From press reports, we read that you were on your way out of the country when you were arrested. Tell us what happened.

I had passed passport control in the last hours remaining on my seven-day press visa and was walking to the gate of my Emirates flight from Tehran to Dubai when a man (not in uniform) approached me and asked me if I was Iason Fowden, my passport name. I said yes and he asked me to follow him as "you won't be flying tonight." That sounded ominous.

But this is not the first time you've been arrested on the job? And I am sure as a correspondent in war zones, you've considered something like this happening but how did it feel when it became a reality?

It's the second. The first (arrest) was by Hezbollah shortly after the 2006 Lebanon War but they held me for only an hour. They released me after realizing that I obviously am a journalist.
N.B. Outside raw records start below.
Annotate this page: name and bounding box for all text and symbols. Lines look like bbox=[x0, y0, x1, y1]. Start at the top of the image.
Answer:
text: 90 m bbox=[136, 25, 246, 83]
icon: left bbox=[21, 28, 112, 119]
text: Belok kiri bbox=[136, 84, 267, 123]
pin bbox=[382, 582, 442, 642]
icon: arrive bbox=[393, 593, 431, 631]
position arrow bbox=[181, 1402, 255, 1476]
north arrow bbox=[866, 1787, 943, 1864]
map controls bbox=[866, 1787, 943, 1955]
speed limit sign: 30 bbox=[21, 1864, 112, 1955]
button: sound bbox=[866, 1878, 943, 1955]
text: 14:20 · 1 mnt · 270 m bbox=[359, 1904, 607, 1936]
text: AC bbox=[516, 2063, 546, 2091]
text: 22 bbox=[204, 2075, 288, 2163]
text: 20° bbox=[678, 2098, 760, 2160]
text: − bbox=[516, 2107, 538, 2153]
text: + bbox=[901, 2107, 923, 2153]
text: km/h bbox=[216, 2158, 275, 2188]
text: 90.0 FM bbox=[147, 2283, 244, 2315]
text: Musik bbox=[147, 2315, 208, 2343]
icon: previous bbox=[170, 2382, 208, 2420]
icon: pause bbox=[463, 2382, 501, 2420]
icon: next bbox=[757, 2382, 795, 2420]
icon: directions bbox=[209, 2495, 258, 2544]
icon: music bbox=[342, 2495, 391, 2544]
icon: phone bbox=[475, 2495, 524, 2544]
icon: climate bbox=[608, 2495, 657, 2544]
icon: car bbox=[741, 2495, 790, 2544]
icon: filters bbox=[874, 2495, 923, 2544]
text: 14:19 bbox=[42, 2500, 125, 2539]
Detentions in sensitive political environments such as conflict zones are absolutely to be expected and the best thing one can do is cooperate with one's captors and get a sense for whether they're pragmatic, practical men or ideological and with an axe to grind. Obviously, I prefer the former.

Media reports indicated that the authorities thought you were a Brit and the implication was that you were part of the British plot behind all the post-election protests. What did your interrogators ask you about this?

They tried to use their British spy allegations as a method of discouraging the Greek ambassador from lobbying for my release. To his eternal credit, he stood by me as a Greek citizen and supported my release to the fullest. Also very involved were His Holiness the Greek Orthodox Patriarchate Bartholomew, Greek Foreign Minister Dora Bakoyianni, who personally handled the case, and a host of other political, business and religious actors who worked behind the scenes to secure my release.

You speak fluent Farsi. Did this make you more suspicious in their eyes?

Apparently even though I explained that the reason for this was that I had studied in Iran, a fact backed up by three years of student visas in my passport. The guards quite liked being able to chat with a foreigner in Persian and my skills were certainly rejuvenated by several hours-long interrogations conducted in Persian.

What were the conditions of your detention? Where were you held? What did it look like?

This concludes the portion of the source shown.